━━━ Data supplied ━━━

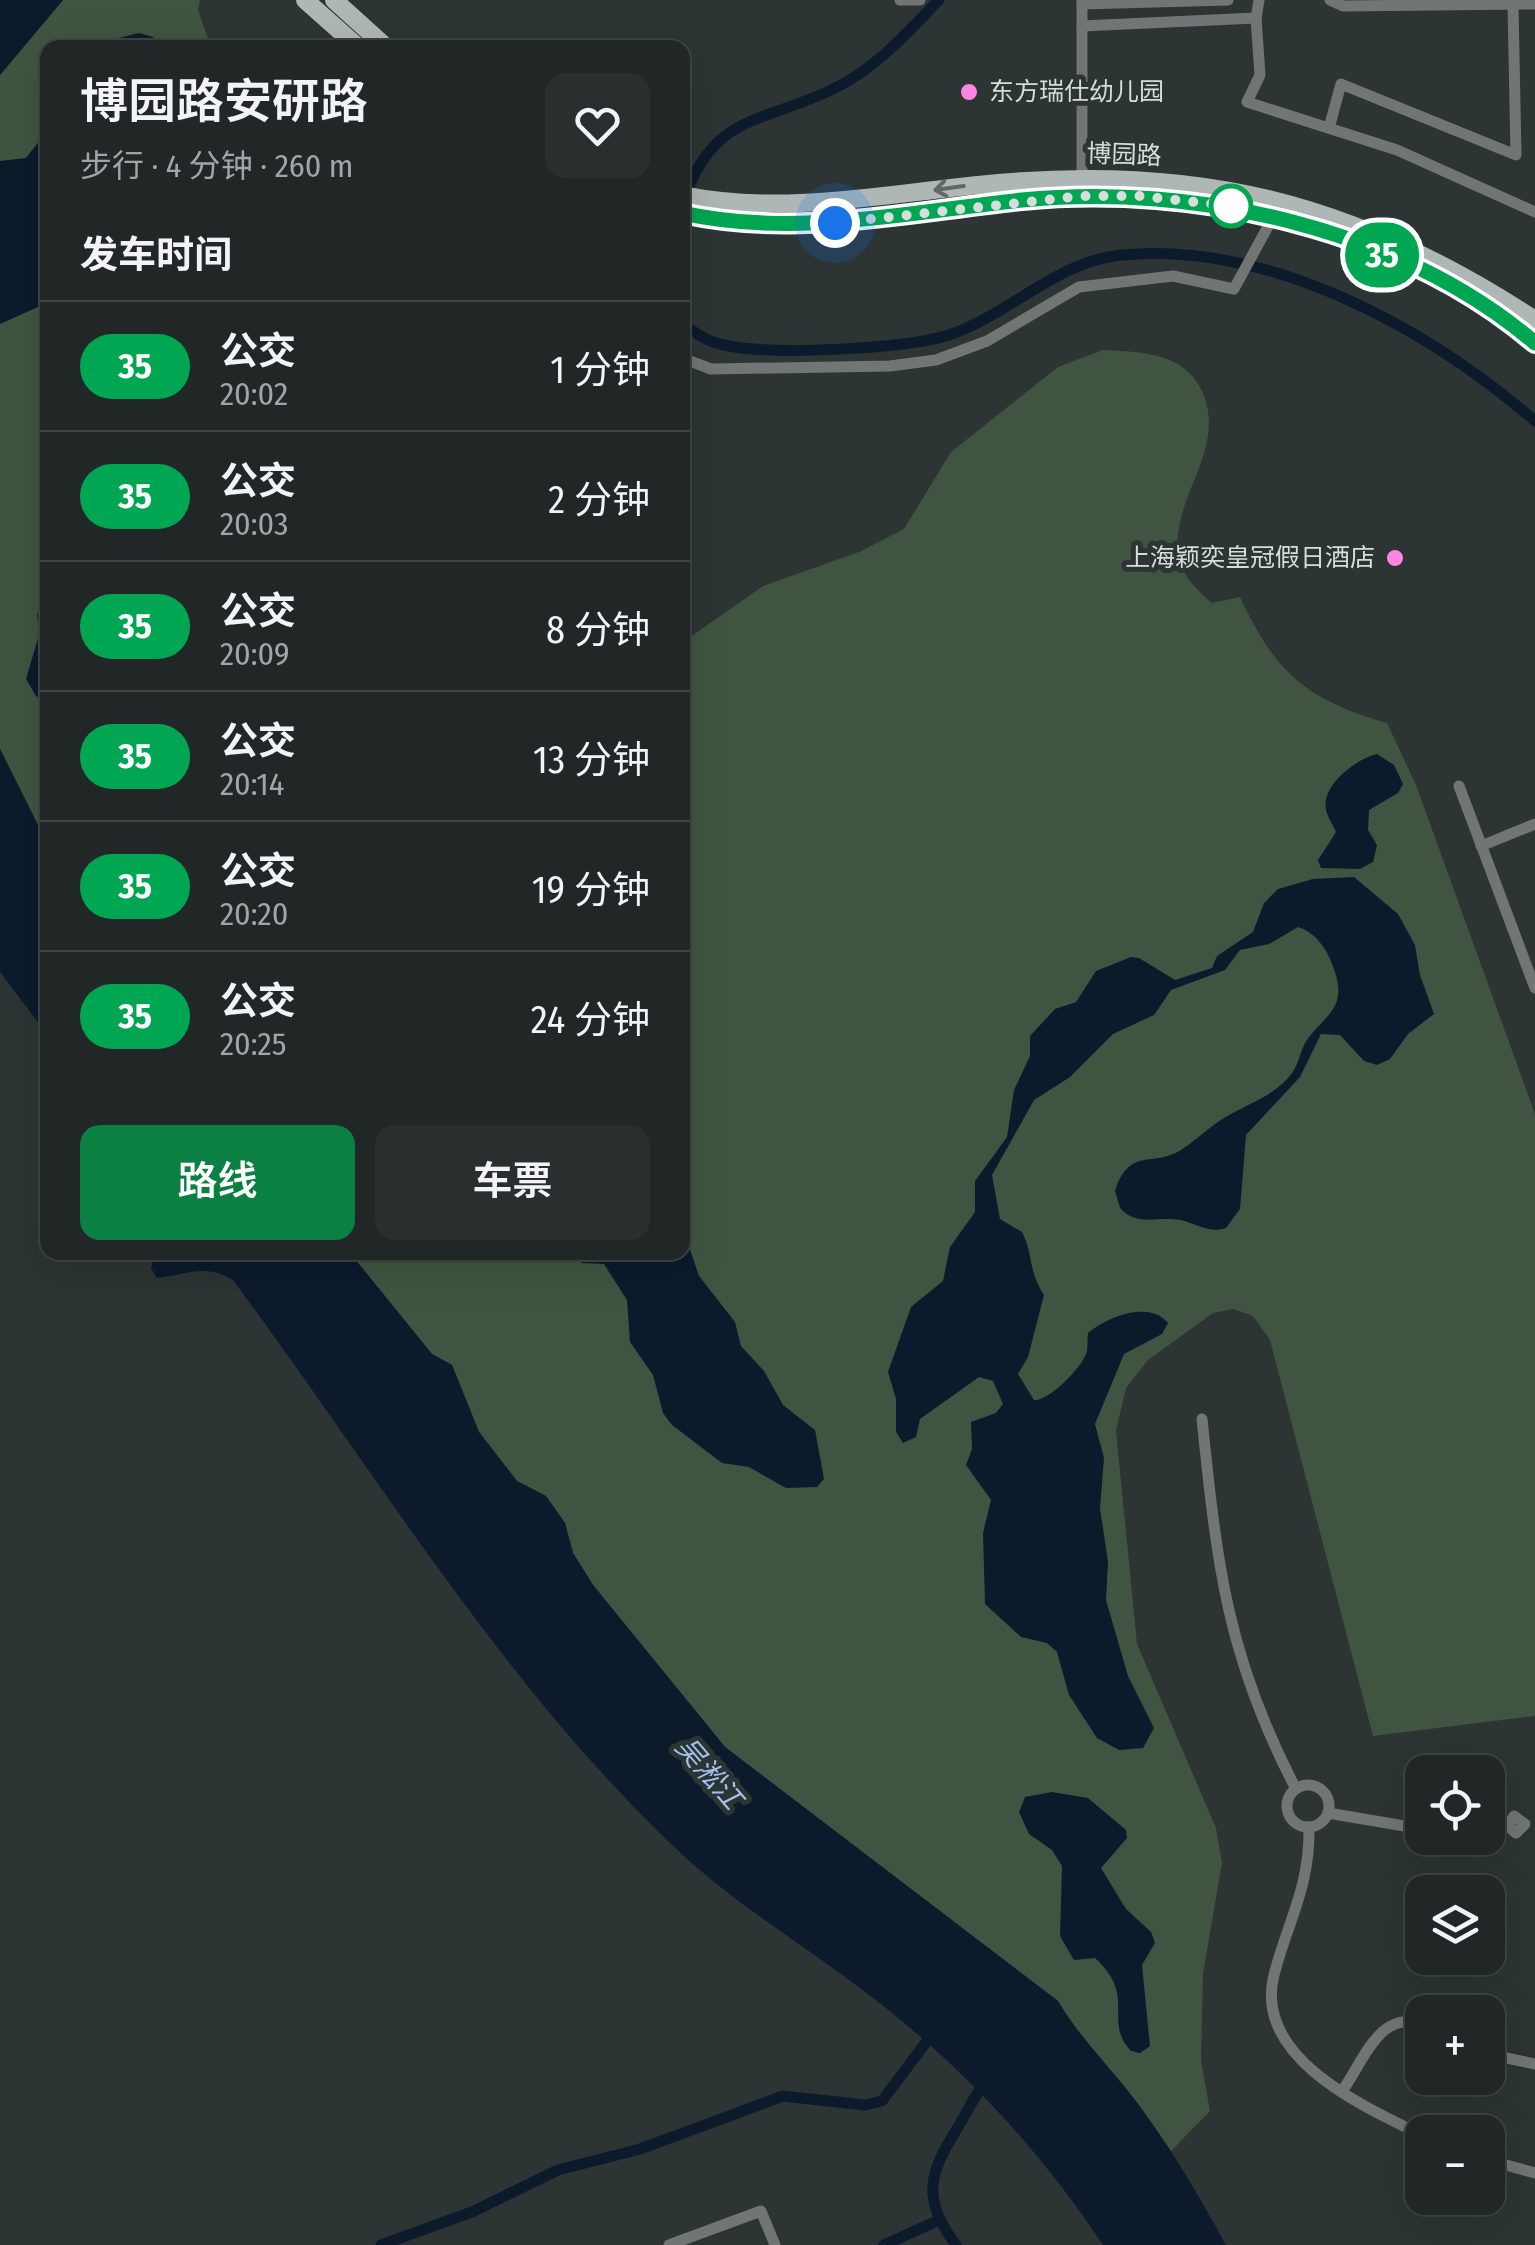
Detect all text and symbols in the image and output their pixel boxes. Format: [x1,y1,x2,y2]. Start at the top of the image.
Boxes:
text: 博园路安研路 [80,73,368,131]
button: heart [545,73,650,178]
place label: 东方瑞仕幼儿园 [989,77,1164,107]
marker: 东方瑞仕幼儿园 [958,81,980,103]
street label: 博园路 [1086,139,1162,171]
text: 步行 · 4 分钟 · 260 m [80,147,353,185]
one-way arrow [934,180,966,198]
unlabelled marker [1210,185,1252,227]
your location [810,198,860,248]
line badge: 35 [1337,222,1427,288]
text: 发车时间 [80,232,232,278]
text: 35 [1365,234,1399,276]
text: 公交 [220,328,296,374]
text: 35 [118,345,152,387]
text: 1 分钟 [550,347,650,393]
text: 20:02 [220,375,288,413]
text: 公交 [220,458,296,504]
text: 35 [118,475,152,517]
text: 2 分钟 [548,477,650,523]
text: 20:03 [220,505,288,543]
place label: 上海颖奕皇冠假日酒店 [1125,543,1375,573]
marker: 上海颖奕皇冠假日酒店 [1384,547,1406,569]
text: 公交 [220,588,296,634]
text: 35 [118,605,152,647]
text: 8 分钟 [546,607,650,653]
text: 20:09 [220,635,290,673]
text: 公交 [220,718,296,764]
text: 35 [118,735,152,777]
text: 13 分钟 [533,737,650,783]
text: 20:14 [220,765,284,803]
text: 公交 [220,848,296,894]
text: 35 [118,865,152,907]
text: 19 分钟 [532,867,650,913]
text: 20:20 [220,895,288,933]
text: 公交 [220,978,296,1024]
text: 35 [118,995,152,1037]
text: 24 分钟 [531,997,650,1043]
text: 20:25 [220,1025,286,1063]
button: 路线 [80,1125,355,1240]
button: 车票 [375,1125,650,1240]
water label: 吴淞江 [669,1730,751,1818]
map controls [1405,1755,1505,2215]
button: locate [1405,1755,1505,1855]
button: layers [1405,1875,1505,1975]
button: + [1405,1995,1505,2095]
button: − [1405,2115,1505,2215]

━━━

In your copy, include no pictures, but set down every record exactly.

Detect all text and symbols in the image and output their pixel boxes. Format: [x1,y1,x2,y2]. Start at the top of the image.
Boxes:
text: 博园路安研路 [80,73,368,131]
button: heart [545,73,650,178]
place label: 东方瑞仕幼儿园 [989,77,1164,107]
marker: 东方瑞仕幼儿园 [958,81,980,103]
street label: 博园路 [1086,139,1162,171]
text: 步行 · 4 分钟 · 260 m [80,147,353,185]
one-way arrow [934,180,966,198]
unlabelled marker [1210,185,1252,227]
your location [810,198,860,248]
line badge: 35 [1337,222,1427,288]
text: 发车时间 [80,232,232,278]
text: 35 [1365,234,1399,276]
text: 公交 [220,328,296,374]
text: 35 [118,345,152,387]
text: 1 分钟 [550,347,650,393]
text: 20:02 [220,375,288,413]
text: 公交 [220,458,296,504]
text: 35 [118,475,152,517]
text: 2 分钟 [548,477,650,523]
text: 20:03 [220,505,288,543]
place label: 上海颖奕皇冠假日酒店 [1125,543,1375,573]
marker: 上海颖奕皇冠假日酒店 [1384,547,1406,569]
text: 公交 [220,588,296,634]
text: 35 [118,605,152,647]
text: 8 分钟 [546,607,650,653]
text: 20:09 [220,635,290,673]
text: 公交 [220,718,296,764]
text: 35 [118,735,152,777]
text: 13 分钟 [533,737,650,783]
text: 20:14 [220,765,284,803]
text: 公交 [220,848,296,894]
text: 35 [118,865,152,907]
text: 19 分钟 [532,867,650,913]
text: 20:20 [220,895,288,933]
text: 公交 [220,978,296,1024]
text: 35 [118,995,152,1037]
text: 24 分钟 [531,997,650,1043]
text: 20:25 [220,1025,286,1063]
button: 路线 [80,1125,355,1240]
button: 车票 [375,1125,650,1240]
water label: 吴淞江 [669,1730,751,1818]
map controls [1405,1755,1505,2215]
button: locate [1405,1755,1505,1855]
button: layers [1405,1875,1505,1975]
button: + [1405,1995,1505,2095]
button: − [1405,2115,1505,2215]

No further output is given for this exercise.